(TASK DETAILS) Where does the word "halo" appear in the data? Copy every line that holds it.
************
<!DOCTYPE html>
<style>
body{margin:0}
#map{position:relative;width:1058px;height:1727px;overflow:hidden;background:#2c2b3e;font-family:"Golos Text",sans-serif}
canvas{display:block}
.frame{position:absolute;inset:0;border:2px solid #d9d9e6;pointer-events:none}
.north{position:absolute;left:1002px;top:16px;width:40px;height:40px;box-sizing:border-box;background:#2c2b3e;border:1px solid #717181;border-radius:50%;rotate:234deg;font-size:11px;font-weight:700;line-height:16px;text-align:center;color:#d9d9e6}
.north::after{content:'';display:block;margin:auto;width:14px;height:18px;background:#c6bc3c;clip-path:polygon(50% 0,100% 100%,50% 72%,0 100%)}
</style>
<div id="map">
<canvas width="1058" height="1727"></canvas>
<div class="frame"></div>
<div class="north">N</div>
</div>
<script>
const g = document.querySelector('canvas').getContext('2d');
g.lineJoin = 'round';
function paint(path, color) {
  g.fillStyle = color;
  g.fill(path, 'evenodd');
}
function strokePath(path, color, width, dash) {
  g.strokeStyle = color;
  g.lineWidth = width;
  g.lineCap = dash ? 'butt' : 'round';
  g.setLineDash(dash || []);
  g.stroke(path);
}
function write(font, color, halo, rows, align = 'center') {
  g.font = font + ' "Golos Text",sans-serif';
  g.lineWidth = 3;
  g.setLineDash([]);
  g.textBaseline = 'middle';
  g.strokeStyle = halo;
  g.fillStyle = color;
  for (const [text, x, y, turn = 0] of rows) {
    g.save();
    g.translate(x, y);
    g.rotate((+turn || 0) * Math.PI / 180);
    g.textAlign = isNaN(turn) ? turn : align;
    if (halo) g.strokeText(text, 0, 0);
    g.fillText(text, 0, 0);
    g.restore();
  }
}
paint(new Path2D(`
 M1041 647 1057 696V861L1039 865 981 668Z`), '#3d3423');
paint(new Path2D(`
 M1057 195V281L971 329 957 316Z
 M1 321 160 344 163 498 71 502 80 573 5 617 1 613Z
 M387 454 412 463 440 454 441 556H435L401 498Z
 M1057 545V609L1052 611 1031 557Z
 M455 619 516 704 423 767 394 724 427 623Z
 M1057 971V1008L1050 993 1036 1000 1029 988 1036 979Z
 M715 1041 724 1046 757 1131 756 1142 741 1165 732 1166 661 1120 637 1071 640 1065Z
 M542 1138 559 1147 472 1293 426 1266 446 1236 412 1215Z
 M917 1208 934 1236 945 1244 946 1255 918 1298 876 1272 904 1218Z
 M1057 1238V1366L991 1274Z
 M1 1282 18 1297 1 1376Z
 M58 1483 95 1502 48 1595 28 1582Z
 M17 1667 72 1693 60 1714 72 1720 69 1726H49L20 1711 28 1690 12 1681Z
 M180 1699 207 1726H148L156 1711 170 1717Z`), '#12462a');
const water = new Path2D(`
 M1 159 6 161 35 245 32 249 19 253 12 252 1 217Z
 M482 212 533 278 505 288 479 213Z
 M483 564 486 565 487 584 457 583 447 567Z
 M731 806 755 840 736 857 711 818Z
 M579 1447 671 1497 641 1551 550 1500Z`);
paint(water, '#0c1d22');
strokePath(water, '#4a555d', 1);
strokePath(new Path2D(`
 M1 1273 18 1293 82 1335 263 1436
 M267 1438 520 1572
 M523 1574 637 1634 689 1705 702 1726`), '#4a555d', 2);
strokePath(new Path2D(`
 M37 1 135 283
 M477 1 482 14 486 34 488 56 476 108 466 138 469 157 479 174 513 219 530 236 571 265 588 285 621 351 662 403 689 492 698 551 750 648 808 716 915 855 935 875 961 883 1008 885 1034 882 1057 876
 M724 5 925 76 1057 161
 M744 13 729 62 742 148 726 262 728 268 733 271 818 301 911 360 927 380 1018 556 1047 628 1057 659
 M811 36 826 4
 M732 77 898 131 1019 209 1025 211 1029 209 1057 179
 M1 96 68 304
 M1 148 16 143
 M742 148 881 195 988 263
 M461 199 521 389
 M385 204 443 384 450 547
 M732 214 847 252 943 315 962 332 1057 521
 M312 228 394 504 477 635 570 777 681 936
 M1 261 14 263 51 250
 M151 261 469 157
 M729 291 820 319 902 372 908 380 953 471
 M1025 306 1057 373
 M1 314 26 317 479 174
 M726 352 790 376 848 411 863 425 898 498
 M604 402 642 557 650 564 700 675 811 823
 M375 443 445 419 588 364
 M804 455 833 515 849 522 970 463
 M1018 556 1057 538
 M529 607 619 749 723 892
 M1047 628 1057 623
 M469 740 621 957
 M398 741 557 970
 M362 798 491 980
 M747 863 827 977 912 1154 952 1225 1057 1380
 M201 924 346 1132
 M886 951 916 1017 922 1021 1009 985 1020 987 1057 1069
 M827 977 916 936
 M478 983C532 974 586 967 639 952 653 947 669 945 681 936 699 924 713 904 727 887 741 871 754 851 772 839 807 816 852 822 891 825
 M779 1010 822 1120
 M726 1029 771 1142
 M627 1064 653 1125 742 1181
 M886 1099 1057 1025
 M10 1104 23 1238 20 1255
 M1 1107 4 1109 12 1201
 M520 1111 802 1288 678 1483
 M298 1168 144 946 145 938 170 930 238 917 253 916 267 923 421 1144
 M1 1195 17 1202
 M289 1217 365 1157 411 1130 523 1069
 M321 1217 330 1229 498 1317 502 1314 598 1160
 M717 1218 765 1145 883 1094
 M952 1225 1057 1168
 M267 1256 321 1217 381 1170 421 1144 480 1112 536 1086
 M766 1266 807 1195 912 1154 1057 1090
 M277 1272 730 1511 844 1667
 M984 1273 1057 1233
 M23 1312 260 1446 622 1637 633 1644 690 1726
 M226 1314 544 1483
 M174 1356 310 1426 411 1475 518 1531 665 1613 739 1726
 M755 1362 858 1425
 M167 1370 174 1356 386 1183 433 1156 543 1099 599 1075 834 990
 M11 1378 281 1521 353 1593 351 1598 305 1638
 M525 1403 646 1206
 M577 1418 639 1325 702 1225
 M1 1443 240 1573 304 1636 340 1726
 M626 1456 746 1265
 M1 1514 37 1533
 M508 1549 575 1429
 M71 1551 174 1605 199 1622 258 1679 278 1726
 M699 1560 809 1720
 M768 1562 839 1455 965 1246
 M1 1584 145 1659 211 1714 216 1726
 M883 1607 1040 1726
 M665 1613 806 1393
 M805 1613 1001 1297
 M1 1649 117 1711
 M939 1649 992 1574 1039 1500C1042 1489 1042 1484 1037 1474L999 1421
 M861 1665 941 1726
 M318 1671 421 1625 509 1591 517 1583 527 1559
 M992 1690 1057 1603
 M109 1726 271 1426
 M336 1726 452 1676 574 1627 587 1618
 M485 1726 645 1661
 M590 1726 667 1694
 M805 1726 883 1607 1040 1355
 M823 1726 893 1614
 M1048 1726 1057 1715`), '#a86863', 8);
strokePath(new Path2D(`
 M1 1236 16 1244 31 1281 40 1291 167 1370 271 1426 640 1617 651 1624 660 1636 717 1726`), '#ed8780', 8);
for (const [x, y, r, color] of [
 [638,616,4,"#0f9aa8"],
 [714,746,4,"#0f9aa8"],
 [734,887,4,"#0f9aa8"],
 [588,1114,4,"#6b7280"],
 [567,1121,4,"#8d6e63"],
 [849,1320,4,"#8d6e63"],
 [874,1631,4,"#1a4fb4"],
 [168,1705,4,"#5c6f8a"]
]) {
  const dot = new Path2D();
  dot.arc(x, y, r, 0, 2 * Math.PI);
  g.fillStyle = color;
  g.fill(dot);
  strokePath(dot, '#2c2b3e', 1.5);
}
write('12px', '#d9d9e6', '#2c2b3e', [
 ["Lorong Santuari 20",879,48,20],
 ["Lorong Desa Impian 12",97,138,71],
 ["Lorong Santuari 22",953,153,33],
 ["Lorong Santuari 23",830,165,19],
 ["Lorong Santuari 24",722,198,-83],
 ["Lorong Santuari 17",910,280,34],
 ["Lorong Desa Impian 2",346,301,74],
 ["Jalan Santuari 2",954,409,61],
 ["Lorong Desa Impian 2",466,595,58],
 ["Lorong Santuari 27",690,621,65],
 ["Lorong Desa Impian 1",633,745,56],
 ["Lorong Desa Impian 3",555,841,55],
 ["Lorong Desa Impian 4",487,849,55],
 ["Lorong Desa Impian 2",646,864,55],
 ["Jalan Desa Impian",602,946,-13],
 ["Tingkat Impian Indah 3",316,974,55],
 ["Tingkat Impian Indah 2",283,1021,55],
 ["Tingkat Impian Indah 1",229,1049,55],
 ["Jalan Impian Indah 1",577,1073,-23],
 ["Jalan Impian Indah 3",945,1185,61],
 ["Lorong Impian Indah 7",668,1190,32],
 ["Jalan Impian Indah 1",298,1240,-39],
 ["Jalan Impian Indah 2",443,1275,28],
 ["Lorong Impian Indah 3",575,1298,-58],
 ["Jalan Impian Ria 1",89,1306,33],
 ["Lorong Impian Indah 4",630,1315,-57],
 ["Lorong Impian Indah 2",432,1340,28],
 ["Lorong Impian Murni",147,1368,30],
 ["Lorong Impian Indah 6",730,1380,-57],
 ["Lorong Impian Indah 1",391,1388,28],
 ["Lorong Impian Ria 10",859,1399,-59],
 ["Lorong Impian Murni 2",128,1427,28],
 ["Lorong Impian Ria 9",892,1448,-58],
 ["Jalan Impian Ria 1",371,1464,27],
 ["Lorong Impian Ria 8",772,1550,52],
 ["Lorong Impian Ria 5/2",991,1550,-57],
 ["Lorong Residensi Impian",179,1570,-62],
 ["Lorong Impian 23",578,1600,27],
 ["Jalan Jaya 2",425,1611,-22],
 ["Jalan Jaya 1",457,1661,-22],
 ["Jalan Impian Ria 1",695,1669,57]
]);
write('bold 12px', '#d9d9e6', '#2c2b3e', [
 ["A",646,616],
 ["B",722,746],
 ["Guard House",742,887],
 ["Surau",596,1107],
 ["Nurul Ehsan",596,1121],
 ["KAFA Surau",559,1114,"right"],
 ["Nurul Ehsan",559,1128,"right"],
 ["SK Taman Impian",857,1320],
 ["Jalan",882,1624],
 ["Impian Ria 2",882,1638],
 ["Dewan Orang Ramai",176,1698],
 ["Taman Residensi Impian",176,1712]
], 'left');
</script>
************
(RESPONSE BOX)
function write(font, color, halo, rows, align = 'center') {
  g.strokeStyle = halo;
    if (halo) g.strokeText(text, 0, 0);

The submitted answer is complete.